If Bill Anderson had a nickel for every time someone asked him why he’s not in the gold mining business, he could open a nickel mine. After all, gold is synonymous with glamour and wealth while nickel, at least for Canadians, is synonymous with, well…Sudbury. Jokes aside, the lifelong geologist took all those cocktail party digs and opened a little nickel mine.

First Nickel Inc., which CEO Anderson co-founded, scooped up the old Lockerby mine in the Sudbury basin from former Canadian mining giant Falconbridge (now Xstrata Plc) in 2005.

And it seemed like the good times would never end as nickel prices soared to what Anderson calls “silly” levels of nearly $25 U.S. a pound, prompting foreign mining conglomerates Xstrata of Switzerland and Brazil’s Vale to take over historic Sudbury foes Falconbridge and Inco respectively for top dollar at what turned out to be the height of the market.

In the meantime, little guys like First Nickel and its peer Ursa Major Minerals, which operates the Shakespeare mine 70 km west of Sudbury, quietly went about their business amid the takeover whirlwind.

And ultimately they were the first to feel the pain when metals got massacred in the economic downturn of 2008. Nickel retreated back below $5 a pound and both companies were forced to shut down their small operations to keep their fledgling penny stocks afloat.

“By the end of 2008 my dog could have figured out the outcome” of what the nickel nosedive would do to First Nickel, recalls Anderson.

“There’s no mystery about us. We’re a public company and we only have the one operation,” he says.

“We had about 8 million bucks in the bank and we were going to run out of steam by Halloween.”

After cranking out 9.4 million pounds of nickel and 6 million pounds of copper since 2006, First Nickel abruptly halted production in October, 2008 and laid off 140 employees.

“The world collapsed around us. It was pretty grim. We were the first in Sudbury to cease production” that year, he notes.

Richard Sutcliffe, chief executive of Ursa Major, was on the same page. His firm laid off 50 employees and contractors the same month after suspending pre-production at its open pit Shakespeare project near the town of Webbwood.

“Most of global nickel production goes into stainless steel, which goes into construction and manufacturing demand. The slowdown in particular made people nervous in nickel markets,” says Sutcliffe.

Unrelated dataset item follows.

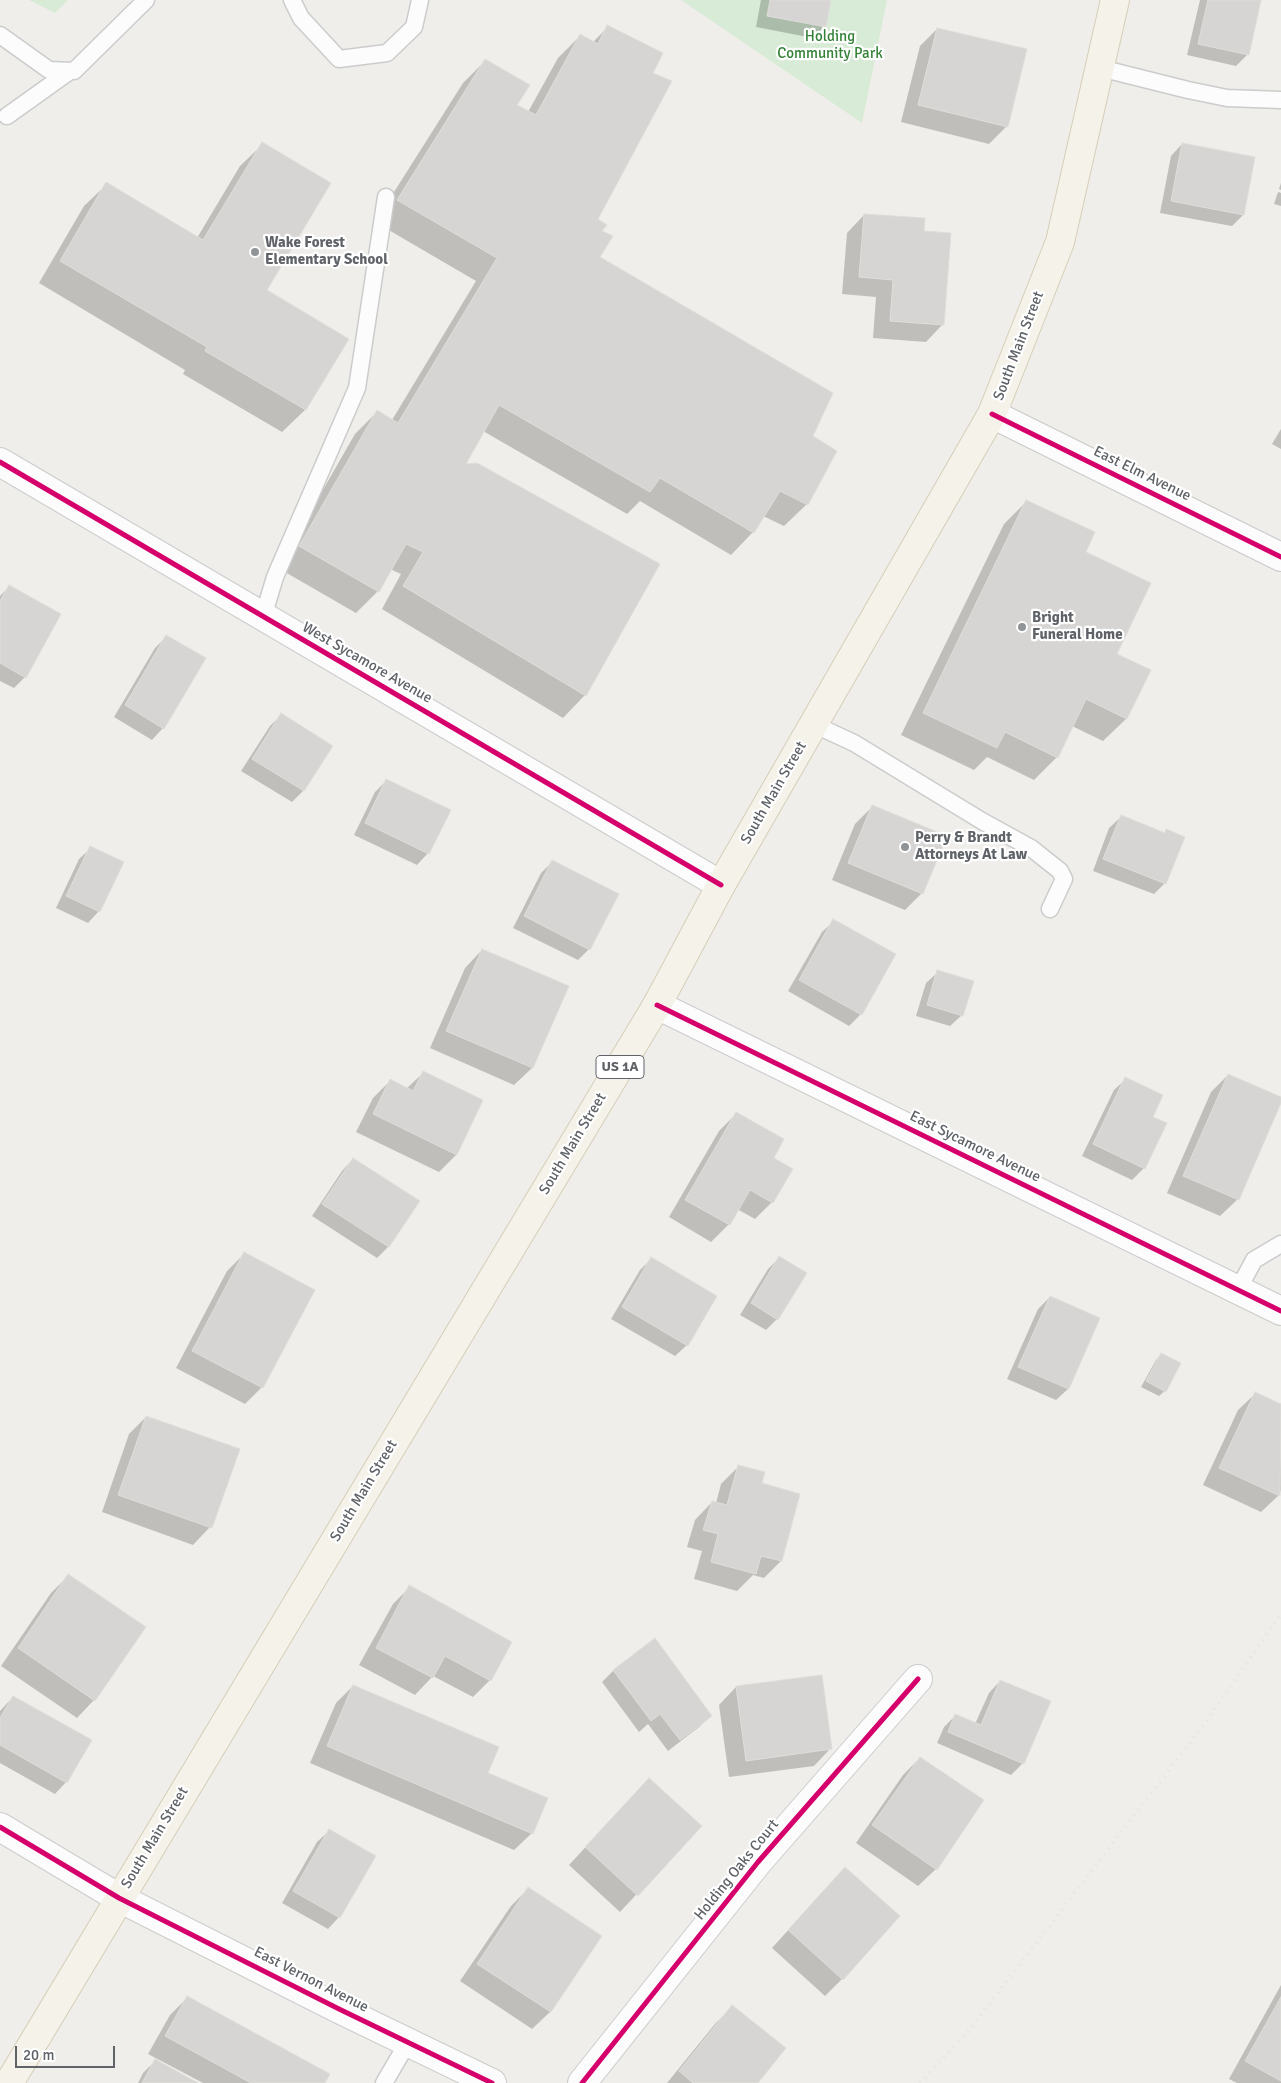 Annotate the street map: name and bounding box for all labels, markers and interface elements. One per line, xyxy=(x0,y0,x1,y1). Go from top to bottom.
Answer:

What a difference two and a half years makes. Precious metals like gold and silver are flying high while base metals — especially copper — have been flirting with record prices again after global markets bounced back decisively.

But stubborn nickel remains in a bit of a pickle. To date it trades nowhere near the $20-plus range it enjoyed in its pre-downturn heyday. It closed at $10.50 a pound Friday in London, and up until early 2010 it struggled in the $5 to $8 range for two tough years.

Part of the reason nickel is nowhere near as strong as it was is supply and demand fundamentals. As Anderson puts it: “The world isn’t short of nickel” with plenty of both traditional sulphide ore deposits like those in Sudbury and the newer yet problematic laterite projects in places like Australia and New Caledonia.

Also, two-thirds of nickel demand comes from stainless steel, and China is the driver. “You can’t turn the stainless steel industry back on with a switch,” says Anderson.

“Nickel has historically been more volatile as a metal in pricing. Prices were silly in 2007. You had substitutions at the steel end. China slipped off into other grades of steel and nickel pig iron,” which he explains is nickel ore from Indonesia and the Philippines that is cooked up in blast furnaces.

The high energy, low quality product has been used in China to substitute for nickel when prices get too high, he says.

So nickel prices at a more reasonable $10 to $12 a pound are just fine for Anderson and Sutcliffe, who can finally turn the lights back on and make a profit again since their cash costs to produce the ore are about half of that.

Ursa Major began commercial production last May on a basket of metals at the Shakespeare pit, where half the revenues come from nickel, 30 per cent from copper and the remainder from precious metals, mainly platinum.